### Activity
Please write out every entry below, word for word.

### Records supplied
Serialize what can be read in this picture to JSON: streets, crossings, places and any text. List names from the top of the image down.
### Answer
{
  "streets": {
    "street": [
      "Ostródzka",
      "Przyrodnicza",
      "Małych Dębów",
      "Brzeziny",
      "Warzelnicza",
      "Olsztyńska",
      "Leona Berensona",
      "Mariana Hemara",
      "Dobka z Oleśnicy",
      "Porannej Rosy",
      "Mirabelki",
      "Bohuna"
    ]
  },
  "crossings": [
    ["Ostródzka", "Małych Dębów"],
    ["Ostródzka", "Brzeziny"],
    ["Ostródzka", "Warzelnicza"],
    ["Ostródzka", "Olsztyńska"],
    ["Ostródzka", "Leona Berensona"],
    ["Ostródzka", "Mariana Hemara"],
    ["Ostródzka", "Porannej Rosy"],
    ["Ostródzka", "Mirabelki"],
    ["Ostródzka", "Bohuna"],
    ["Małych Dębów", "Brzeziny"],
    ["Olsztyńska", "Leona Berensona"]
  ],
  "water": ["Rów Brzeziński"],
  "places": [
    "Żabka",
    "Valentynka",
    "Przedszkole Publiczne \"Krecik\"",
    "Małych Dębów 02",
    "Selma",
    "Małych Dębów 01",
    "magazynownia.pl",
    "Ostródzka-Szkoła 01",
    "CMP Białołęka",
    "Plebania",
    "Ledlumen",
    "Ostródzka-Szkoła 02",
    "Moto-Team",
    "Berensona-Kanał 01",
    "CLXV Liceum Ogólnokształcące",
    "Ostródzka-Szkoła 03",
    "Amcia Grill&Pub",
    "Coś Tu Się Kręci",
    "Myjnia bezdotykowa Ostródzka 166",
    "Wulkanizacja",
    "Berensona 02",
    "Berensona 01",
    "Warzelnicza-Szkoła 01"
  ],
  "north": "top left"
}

### Task result
Serialize what can be read in this picture to JSON: streets, crossings, places and any text. List names from the top of the image down.
### Answer
{
  "streets": {
    "street": [
      "Ostródzka",
      "Przyrodnicza",
      "Małych Dębów",
      "Brzeziny",
      "Warzelnicza",
      "Olsztyńska",
      "Leona Berensona",
      "Mariana Hemara",
      "Dobka z Oleśnicy",
      "Porannej Rosy",
      "Mirabelki",
      "Bohuna"
    ]
  },
  "crossings": [
    ["Ostródzka", "Małych Dębów"],
    ["Ostródzka", "Brzeziny"],
    ["Ostródzka", "Warzelnicza"],
    ["Ostródzka", "Olsztyńska"],
    ["Ostródzka", "Leona Berensona"],
    ["Ostródzka", "Mariana Hemara"],
    ["Ostródzka", "Porannej Rosy"],
    ["Ostródzka", "Mirabelki"],
    ["Ostródzka", "Bohuna"],
    ["Małych Dębów", "Brzeziny"],
    ["Olsztyńska", "Leona Berensona"]
  ],
  "water": ["Rów Brzeziński"],
  "places": [
    "Żabka",
    "Valentynka",
    "Przedszkole Publiczne \"Krecik\"",
    "Małych Dębów 02",
    "Selma",
    "Małych Dębów 01",
    "magazynownia.pl",
    "Ostródzka-Szkoła 01",
    "CMP Białołęka",
    "Plebania",
    "Ledlumen",
    "Ostródzka-Szkoła 02",
    "Moto-Team",
    "Berensona-Kanał 01",
    "CLXV Liceum Ogólnokształcące",
    "Ostródzka-Szkoła 03",
    "Amcia Grill&Pub",
    "Coś Tu Się Kręci",
    "Myjnia bezdotykowa Ostródzka 166",
    "Wulkanizacja",
    "Berensona 02",
    "Berensona 01",
    "Warzelnicza-Szkoła 01"
  ],
  "north": "top left"
}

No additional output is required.